When the 116th Congress convened in January, it ushered in a dramatic shift in political dynamics. For the first time in eight years, Democrats have a majority in the U.S. House of Representatives. With Republicans still in control of the U.S. Senate, the two chambers of Congress will be divided for at least the next two years.
Under split-party control, legislation will require bipartisan support in order to pass. The need for this agreement greatly, if temporarily, blunts the acute legislative threats to Medicare, Medicaid, and the Affordable Care Act (ACA) that dominated the last Congress.
With extensive program overhauls unlikely to succeed this year, we expect lawmakers to instead focus on areas of shared consensus and concern. This includes “must-pass” items, like expiring health care programs, as well as those that are a top priority for both chambers, such as high prescription drug prices.
Heading into the 2020 election cycle, we also expect lawmakers to introduce “message” bills that demonstrate their policy goals and positions. Though not intended in the near-term to become law, these legislative blueprints will provide important insights into competing visions for the future of health care in America.

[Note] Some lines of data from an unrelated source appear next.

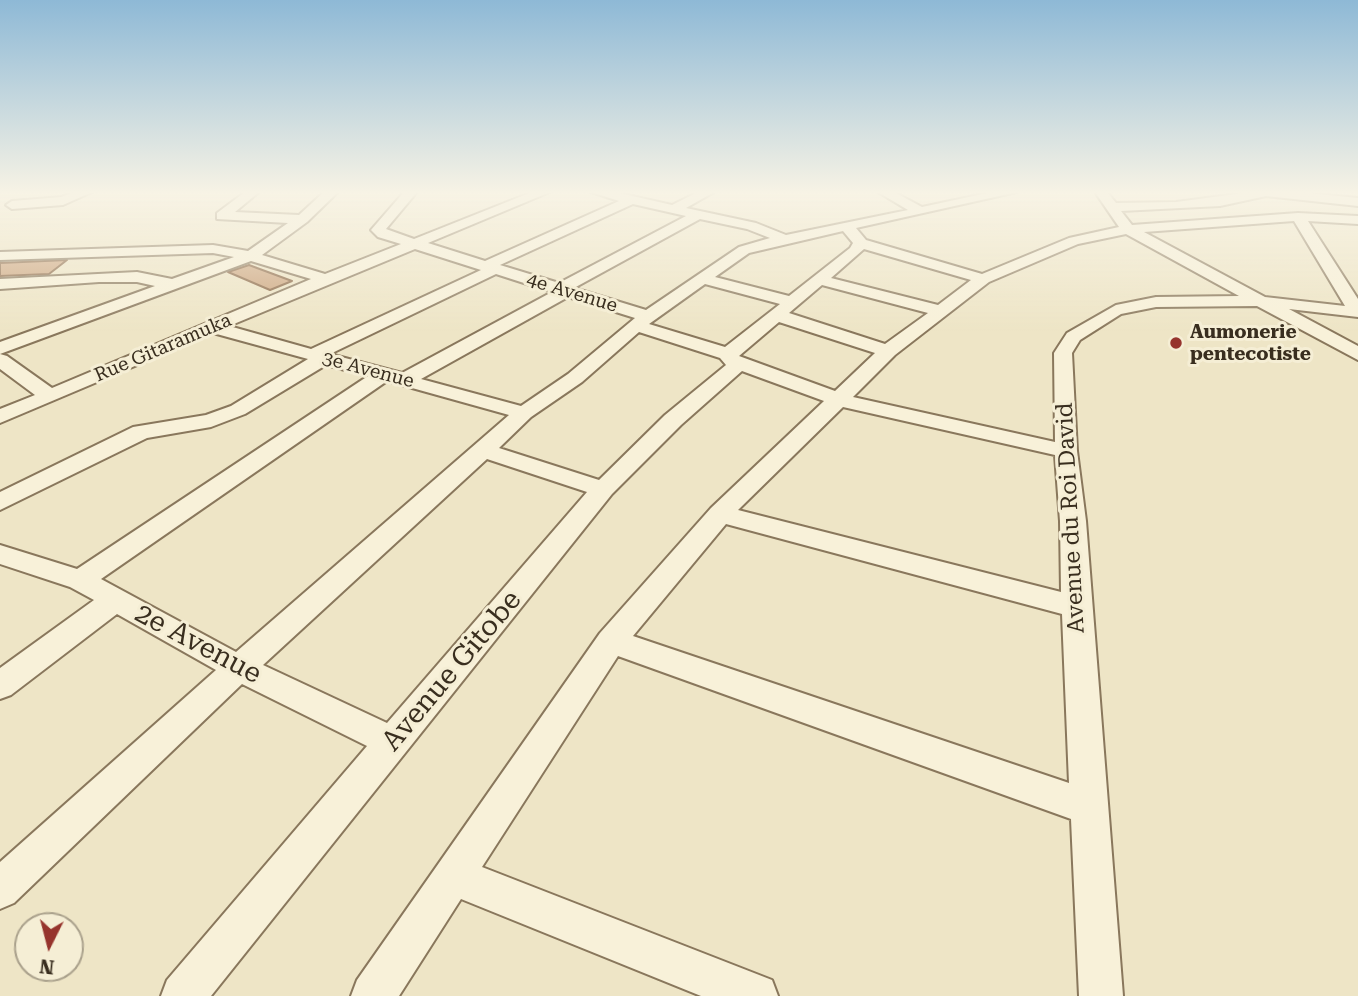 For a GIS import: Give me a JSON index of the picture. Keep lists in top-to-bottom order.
{
  "streets": {
    "street": [
      "4e Avenue",
      "Rue Gitaramuka",
      "3e Avenue",
      "Avenue du Roi David",
      "2e Avenue",
      "Avenue Gitobe"
    ]
  },
  "crossings": [
    ["4e Avenue", "Rue Gitaramuka"],
    ["4e Avenue", "Avenue du Roi David"],
    ["4e Avenue", "Avenue Gitobe"],
    ["Rue Gitaramuka", "3e Avenue"],
    ["2e Avenue", "Avenue Gitobe"]
  ],
  "places": ["Aumonerie pentecotiste"],
  "north": "bottom"
} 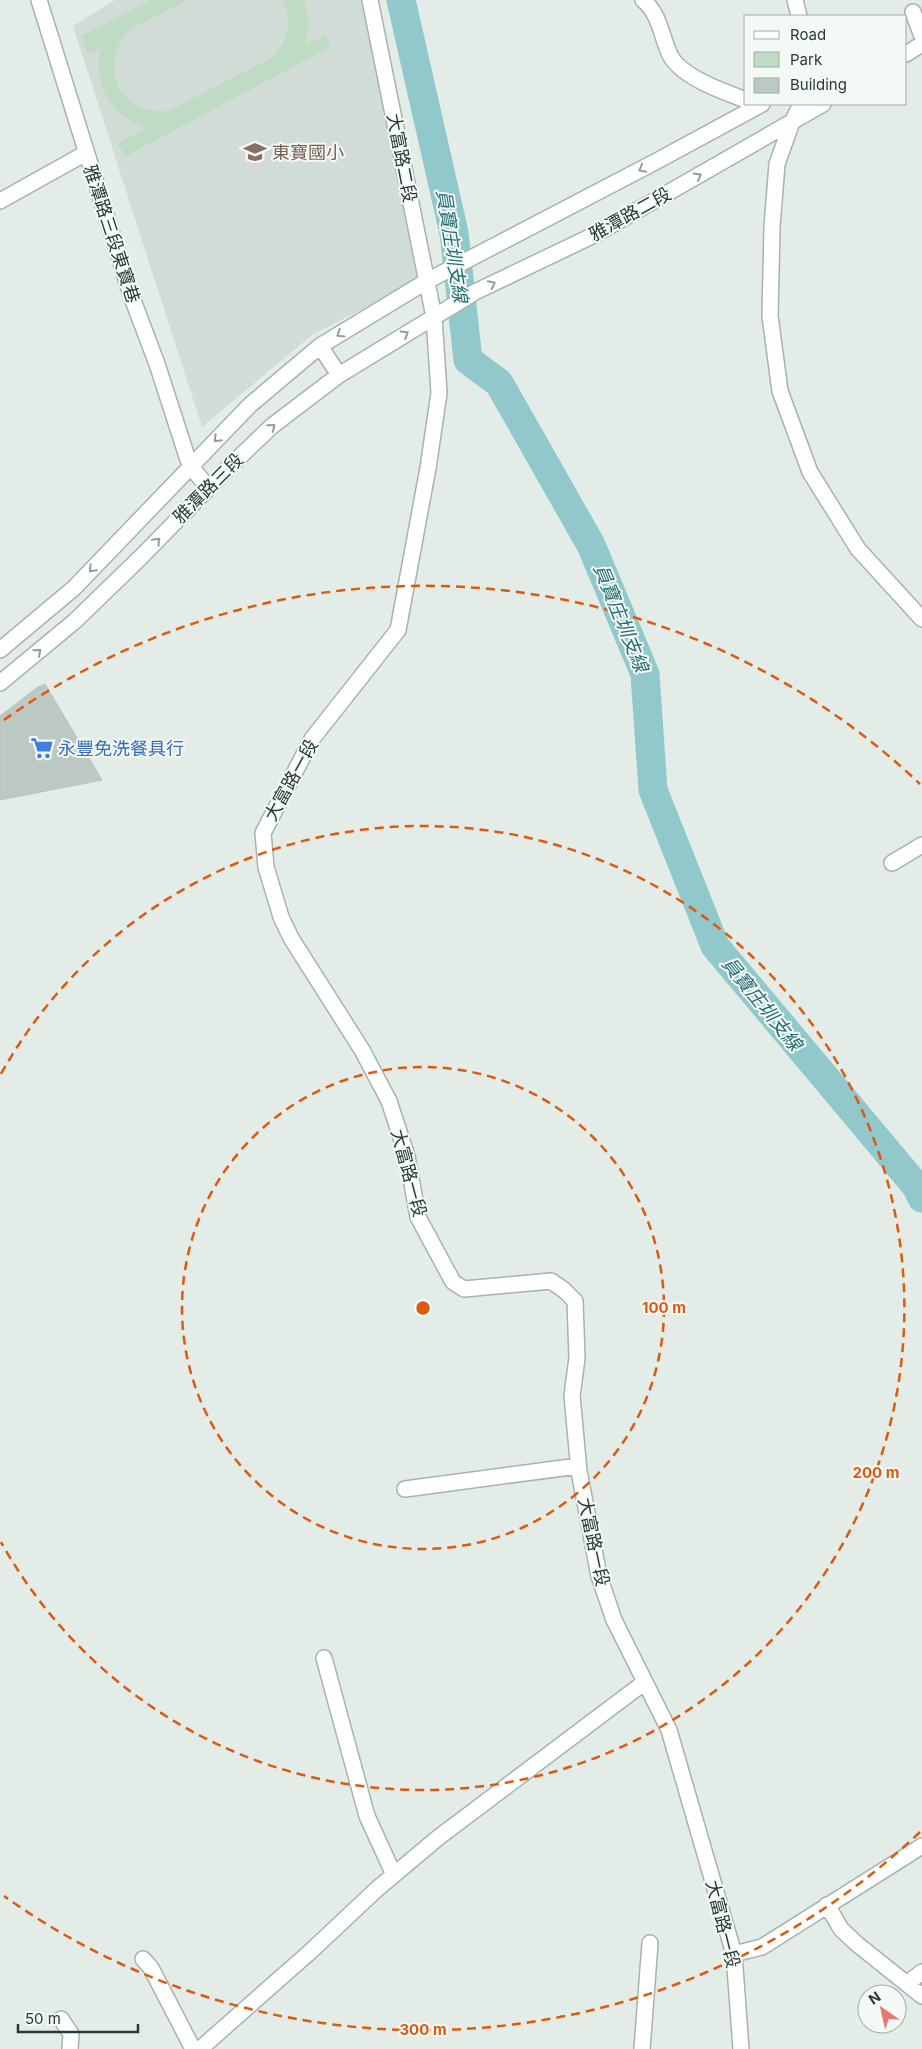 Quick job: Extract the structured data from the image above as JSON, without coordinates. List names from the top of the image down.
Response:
{
  "streets": {
    "street": [
      "大富路二段",
      "雅潭路二段",
      "雅潭路三段東寶巷",
      "雅潭路三段",
      "大富路一段"
    ]
  },
  "crossings": [
    ["大富路二段", "雅潭路二段"],
    ["大富路二段", "雅潭路三段"],
    ["大富路二段", "大富路一段"],
    ["雅潭路二段", "雅潭路三段"],
    ["雅潭路二段", "大富路一段"],
    ["雅潭路三段東寶巷", "雅潭路三段"],
    ["雅潭路三段", "大富路一段"]
  ],
  "water": ["員寶庄圳支線"],
  "places": {
    "school or university": ["東寶國小"],
    "supermarket": ["永豐免洗餐具行"]
  },
  "legend": ["Road", "Park", "Building"],
  "scale_bar": "50 m",
  "north": "top left",
  "rings": ["100 m", "200 m", "300 m"]
} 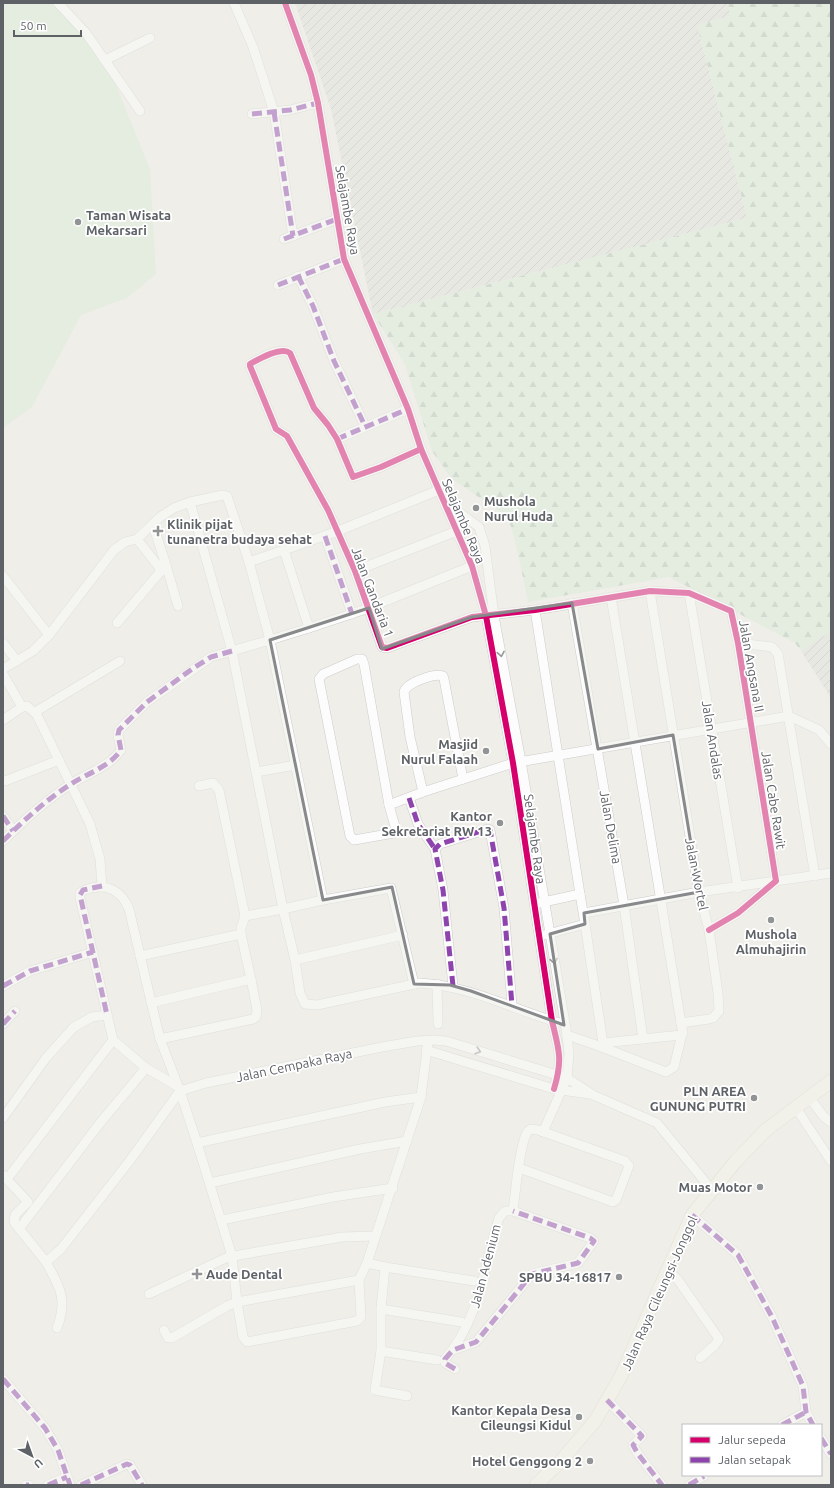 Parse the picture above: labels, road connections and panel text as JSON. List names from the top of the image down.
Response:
{
  "streets": {
    "main road": ["Jalan Raya Cileungsi-Jonggol"],
    "street": [
      "Selajambe Raya",
      "Jalan Gandaria 1",
      "Jalan Angsana II",
      "Jalan Andalas",
      "Jalan Cabe Rawit",
      "Jalan Delima",
      "Jalan Wortel",
      "Jalan Cempaka Raya",
      "Jalan Adenium"
    ]
  },
  "crossings": [
    ["Selajambe Raya", "Jalan Gandaria 1"],
    ["Selajambe Raya", "Jalan Adenium"],
    ["Jalan Angsana II", "Jalan Andalas"],
    ["Jalan Angsana II", "Jalan Cabe Rawit"]
  ],
  "places": {
    "other": [
      "Taman Wisata Mekarsari",
      "Mushola Nurul Huda",
      "Masjid Nurul Falaah",
      "Kantor Sekretariat RW 13",
      "Mushola Almuhajirin",
      "PLN AREA GUNUNG PUTRI",
      "Muas Motor",
      "SPBU 34-16817",
      "Kantor Kepala Desa Cileungsi Kidul",
      "Hotel Genggong 2"
    ],
    "health": ["Klinik pijat tunanetra budaya sehat", "Aude Dental"]
  },
  "legend": ["Jalur sepeda", "Jalan setapak"],
  "scale_bar": "50 m",
  "north": "bottom right"
} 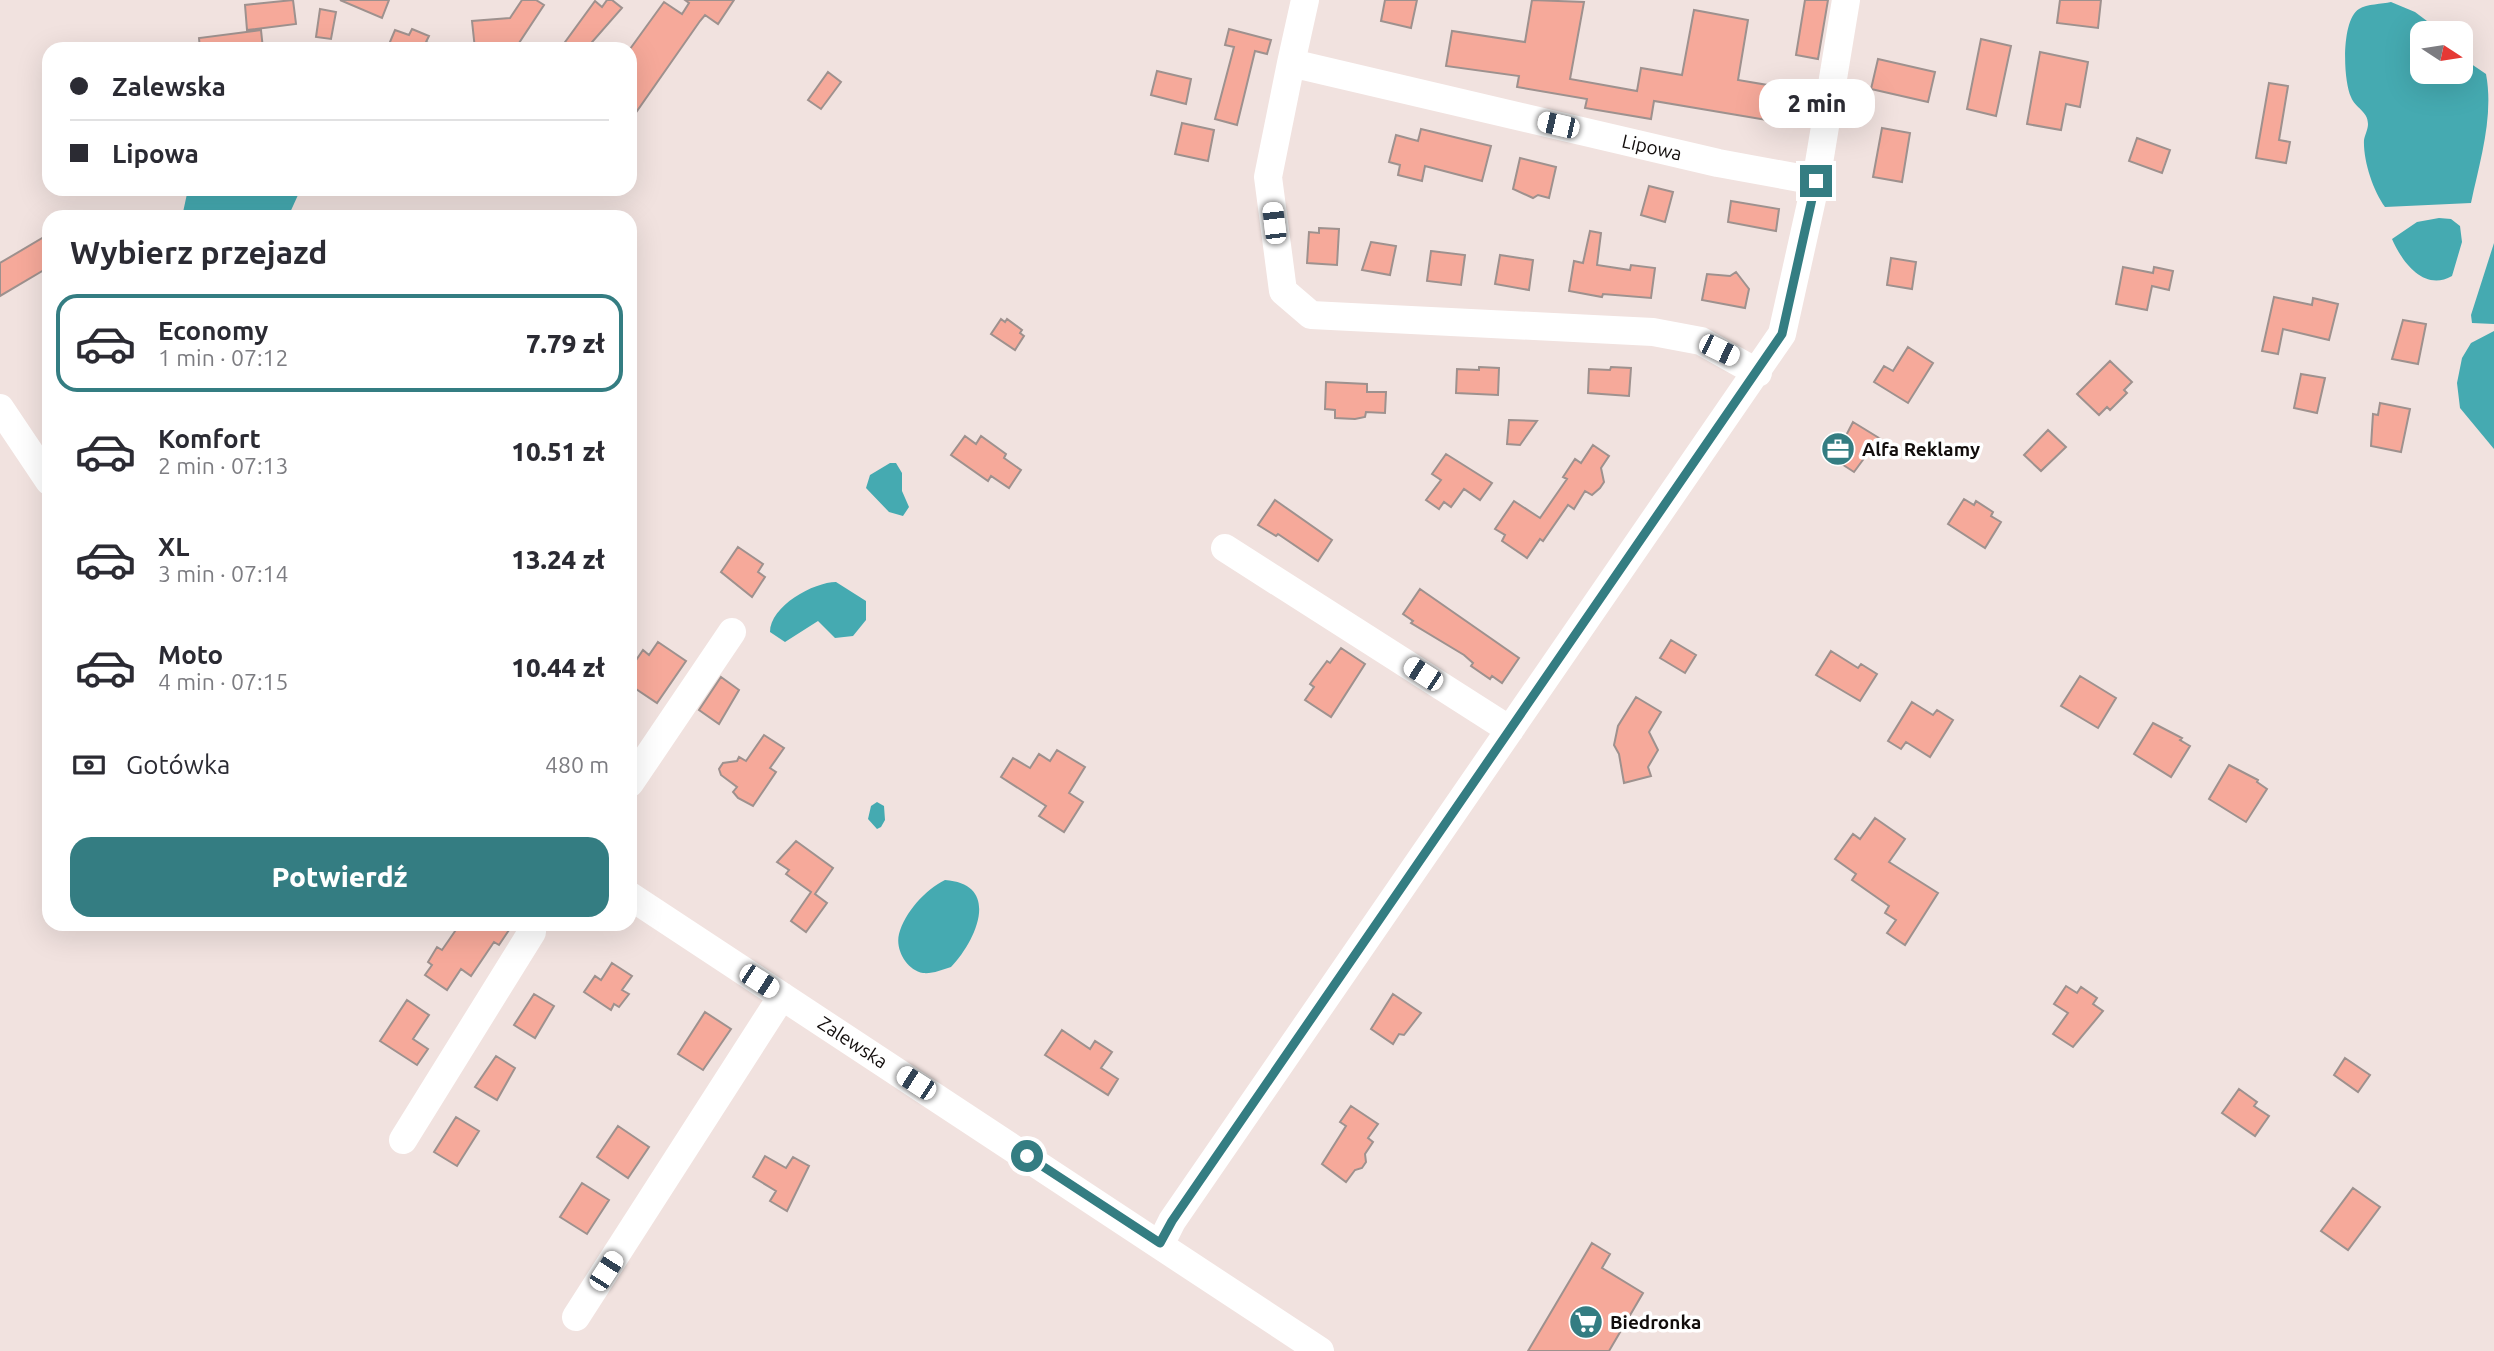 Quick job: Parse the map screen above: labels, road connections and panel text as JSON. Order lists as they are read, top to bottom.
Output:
{
  "streets": {
    "street": ["Lipowa", "Zalewska"]
  },
  "places": {
    "office": ["Alfa Reklamy"],
    "supermarket": ["Biedronka"]
  },
  "north": "right",
  "page": {
    "banner": ["Zalewska", "Lipowa"],
    "bubble": "2 min",
    "heading": "Wybierz przejazd",
    "list": [
      {
        "name": "Economy",
        "note": "1 min · 07:12",
        "value": "7.79 zł"
      },
      {
        "name": "Komfort",
        "note": "2 min · 07:13",
        "value": "10.51 zł"
      },
      {
        "name": "XL",
        "note": "3 min · 07:14",
        "value": "13.24 zł"
      },
      {
        "name": "Moto",
        "note": "4 min · 07:15",
        "value": "10.44 zł"
      }
    ],
    "pay": ["Gotówka", "480 m"],
    "buttons": "Potwierdź"
  }
}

In the course of these and other debates, Congress may consider a range of reforms. However, any resulting, viable legislation will require broad bipartisan agreement—and is therefore likely to be relatively modest in scope and impact. Since few such health care bills are projected to emerge in 2019, any that do will be an attractive vehicle for lawmakers and advocates seeking changes to programs like Medicare.
In this environment, Medicare Rights will continue to seize and create opportunities to protect and strengthen Medicare. From modernizing Part B enrollment through the BENES Act, to improving Medicare affordability and filling gaps in benefits and coverage, we will pursue solutions that are important to people with Medicare and their families.